WHAT YOU ARE ASKED TO DO:
Which lines of the records below contain the string "Nando"? Report each of them.

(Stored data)

※

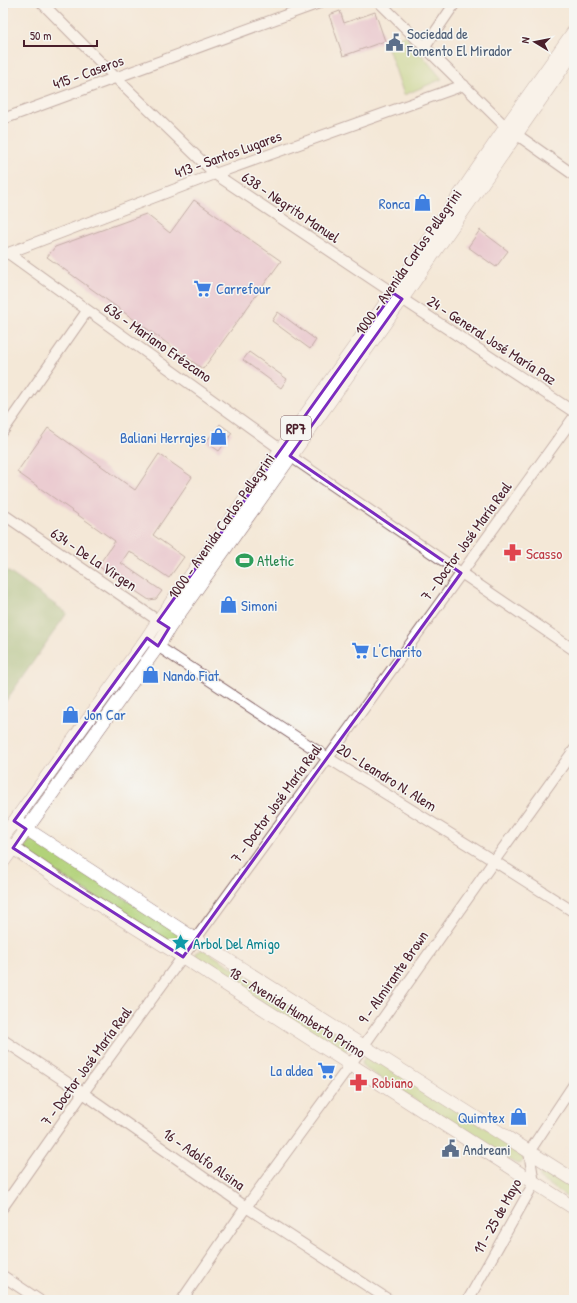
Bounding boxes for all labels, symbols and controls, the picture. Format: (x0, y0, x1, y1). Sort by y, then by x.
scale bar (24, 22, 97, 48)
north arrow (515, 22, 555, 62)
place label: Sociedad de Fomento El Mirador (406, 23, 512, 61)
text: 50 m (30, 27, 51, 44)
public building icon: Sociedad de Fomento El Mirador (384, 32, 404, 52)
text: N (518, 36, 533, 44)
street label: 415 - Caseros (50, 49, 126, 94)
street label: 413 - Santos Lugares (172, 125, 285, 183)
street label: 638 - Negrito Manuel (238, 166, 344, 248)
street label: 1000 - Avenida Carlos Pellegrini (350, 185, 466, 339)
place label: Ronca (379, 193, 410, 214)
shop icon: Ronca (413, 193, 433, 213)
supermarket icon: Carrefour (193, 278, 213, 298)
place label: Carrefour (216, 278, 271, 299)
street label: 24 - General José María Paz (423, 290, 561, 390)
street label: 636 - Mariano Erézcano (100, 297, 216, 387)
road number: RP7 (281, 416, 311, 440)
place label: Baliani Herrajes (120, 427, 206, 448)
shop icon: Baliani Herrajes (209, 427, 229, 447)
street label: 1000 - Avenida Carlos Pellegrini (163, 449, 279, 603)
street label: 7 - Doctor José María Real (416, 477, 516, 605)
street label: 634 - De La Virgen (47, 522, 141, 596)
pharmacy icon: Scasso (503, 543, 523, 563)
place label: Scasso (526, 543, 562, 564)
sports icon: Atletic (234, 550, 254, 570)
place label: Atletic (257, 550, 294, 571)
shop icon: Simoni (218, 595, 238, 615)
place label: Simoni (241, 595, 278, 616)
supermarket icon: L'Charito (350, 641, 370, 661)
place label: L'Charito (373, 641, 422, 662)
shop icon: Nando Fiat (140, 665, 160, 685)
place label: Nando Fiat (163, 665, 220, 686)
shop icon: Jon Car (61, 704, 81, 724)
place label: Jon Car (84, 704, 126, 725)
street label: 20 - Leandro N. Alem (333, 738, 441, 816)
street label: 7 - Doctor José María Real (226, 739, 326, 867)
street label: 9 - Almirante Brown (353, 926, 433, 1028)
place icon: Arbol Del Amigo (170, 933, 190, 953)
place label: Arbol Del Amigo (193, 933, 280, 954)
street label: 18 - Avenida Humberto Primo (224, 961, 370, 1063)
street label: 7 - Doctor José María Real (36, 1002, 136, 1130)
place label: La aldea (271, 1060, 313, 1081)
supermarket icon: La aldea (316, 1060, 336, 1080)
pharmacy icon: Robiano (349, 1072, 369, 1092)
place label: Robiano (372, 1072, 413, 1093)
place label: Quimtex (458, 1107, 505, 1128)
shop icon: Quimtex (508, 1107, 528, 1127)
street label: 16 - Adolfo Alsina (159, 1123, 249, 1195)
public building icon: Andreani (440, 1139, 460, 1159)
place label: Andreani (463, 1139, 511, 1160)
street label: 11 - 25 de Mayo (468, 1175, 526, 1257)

※

THE COMPLETED TASK:
shop icon: Nando Fiat (140, 665, 160, 685)
place label: Nando Fiat (163, 665, 220, 686)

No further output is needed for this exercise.